(Saved entries)
((
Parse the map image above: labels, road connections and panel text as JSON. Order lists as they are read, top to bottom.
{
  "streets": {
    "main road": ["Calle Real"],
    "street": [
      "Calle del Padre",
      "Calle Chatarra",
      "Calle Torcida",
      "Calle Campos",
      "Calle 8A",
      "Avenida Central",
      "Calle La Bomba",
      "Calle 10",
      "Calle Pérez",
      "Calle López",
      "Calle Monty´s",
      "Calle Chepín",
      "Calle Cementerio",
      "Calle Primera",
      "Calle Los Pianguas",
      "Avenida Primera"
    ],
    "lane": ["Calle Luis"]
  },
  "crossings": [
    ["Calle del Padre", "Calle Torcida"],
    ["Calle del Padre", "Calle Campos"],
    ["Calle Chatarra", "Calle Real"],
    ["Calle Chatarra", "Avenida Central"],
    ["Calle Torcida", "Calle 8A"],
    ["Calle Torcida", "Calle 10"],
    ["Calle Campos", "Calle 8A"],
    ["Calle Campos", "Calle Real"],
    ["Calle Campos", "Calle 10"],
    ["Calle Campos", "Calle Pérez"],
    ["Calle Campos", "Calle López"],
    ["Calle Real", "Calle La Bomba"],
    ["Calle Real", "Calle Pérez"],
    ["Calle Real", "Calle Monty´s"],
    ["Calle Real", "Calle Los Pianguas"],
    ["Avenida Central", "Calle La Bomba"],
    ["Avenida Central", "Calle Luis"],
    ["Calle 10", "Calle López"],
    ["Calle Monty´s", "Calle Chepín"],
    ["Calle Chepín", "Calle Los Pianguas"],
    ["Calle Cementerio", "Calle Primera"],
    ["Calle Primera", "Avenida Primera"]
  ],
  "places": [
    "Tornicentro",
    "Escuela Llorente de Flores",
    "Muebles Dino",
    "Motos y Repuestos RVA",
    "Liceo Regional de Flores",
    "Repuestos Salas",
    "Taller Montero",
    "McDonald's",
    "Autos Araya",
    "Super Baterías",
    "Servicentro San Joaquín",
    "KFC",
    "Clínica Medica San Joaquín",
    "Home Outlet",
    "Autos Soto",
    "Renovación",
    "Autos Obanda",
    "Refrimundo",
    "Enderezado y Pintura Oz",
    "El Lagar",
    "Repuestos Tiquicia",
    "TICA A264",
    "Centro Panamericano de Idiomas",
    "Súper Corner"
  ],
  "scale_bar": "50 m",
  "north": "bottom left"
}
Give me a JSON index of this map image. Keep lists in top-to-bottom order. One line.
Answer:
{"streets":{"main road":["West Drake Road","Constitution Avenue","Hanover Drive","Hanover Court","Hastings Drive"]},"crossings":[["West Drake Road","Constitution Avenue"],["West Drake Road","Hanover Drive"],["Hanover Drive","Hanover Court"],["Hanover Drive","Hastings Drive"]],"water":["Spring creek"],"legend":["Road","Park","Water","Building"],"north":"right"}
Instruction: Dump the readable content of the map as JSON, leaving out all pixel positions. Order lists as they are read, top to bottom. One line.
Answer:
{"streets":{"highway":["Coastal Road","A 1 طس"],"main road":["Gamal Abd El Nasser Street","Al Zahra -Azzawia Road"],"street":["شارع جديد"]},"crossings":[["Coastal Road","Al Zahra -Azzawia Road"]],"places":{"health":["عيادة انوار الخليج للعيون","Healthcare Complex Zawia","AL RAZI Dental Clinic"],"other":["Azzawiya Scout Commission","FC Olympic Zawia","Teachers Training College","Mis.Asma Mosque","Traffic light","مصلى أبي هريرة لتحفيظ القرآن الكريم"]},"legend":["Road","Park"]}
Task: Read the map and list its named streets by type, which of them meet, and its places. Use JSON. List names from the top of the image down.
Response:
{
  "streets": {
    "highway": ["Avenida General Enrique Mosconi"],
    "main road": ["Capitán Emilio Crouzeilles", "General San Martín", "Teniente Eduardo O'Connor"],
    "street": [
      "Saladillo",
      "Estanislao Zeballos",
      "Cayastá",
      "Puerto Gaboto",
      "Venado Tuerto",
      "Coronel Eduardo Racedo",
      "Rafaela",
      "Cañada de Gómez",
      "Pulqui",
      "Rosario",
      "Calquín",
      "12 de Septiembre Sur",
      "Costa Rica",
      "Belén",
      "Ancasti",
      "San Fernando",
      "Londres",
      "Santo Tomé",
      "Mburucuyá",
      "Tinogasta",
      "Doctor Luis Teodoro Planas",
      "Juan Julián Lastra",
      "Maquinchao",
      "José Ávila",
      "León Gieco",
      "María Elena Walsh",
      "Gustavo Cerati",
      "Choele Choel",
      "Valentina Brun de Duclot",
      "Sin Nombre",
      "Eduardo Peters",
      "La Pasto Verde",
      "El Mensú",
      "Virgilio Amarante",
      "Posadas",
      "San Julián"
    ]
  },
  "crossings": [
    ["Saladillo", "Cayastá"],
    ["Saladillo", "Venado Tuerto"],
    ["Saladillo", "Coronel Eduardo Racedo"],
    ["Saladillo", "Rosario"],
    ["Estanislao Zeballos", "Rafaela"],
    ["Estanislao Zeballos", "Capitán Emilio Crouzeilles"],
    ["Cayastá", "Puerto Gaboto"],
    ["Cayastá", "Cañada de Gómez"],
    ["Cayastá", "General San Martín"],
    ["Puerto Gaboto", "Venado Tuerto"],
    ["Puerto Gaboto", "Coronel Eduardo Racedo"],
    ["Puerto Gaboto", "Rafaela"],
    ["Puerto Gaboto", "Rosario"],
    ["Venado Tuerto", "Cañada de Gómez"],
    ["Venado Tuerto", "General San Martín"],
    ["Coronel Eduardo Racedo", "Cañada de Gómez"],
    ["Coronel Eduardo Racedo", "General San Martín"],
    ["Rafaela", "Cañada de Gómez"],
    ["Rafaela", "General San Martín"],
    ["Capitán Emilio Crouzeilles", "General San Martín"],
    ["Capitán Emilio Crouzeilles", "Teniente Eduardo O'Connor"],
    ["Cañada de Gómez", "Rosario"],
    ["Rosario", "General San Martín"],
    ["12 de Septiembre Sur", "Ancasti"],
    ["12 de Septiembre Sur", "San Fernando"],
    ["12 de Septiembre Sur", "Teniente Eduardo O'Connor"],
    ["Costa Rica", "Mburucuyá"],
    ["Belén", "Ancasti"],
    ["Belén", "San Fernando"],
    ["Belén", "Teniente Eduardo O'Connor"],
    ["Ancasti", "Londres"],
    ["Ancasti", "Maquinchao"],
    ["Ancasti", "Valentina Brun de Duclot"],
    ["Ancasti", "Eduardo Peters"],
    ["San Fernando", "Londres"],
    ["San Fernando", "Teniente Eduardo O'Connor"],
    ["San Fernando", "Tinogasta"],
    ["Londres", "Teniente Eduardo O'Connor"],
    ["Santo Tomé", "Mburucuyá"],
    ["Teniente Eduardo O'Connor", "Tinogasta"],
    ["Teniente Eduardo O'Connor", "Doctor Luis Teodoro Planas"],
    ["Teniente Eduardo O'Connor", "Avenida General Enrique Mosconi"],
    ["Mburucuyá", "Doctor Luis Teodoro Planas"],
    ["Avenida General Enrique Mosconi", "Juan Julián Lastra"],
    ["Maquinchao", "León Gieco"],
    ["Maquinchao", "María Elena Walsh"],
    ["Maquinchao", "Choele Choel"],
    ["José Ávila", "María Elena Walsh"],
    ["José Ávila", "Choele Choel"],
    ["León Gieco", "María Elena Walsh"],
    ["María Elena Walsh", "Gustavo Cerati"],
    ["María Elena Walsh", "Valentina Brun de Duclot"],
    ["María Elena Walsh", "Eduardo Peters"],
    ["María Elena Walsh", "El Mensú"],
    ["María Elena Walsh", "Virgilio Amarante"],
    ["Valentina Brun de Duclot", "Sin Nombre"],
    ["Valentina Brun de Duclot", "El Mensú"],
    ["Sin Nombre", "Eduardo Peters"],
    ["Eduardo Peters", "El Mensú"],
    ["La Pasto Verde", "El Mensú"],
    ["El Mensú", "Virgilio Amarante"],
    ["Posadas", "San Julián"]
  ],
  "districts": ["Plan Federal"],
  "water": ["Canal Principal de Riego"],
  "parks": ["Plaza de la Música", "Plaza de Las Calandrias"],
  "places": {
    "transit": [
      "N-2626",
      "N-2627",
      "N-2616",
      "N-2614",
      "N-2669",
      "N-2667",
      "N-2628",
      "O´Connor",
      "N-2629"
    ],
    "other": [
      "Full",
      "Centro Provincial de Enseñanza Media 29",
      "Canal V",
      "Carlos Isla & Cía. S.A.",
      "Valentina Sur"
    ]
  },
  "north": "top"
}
))
▶ _What to produce_: Copy out each line of the data where the string "Teodoro" appears.

▶ _Exercise solution_:
      "Doctor Luis Teodoro Planas",
    ["Teniente Eduardo O'Connor", "Doctor Luis Teodoro Planas"],
    ["Mburucuyá", "Doctor Luis Teodoro Planas"],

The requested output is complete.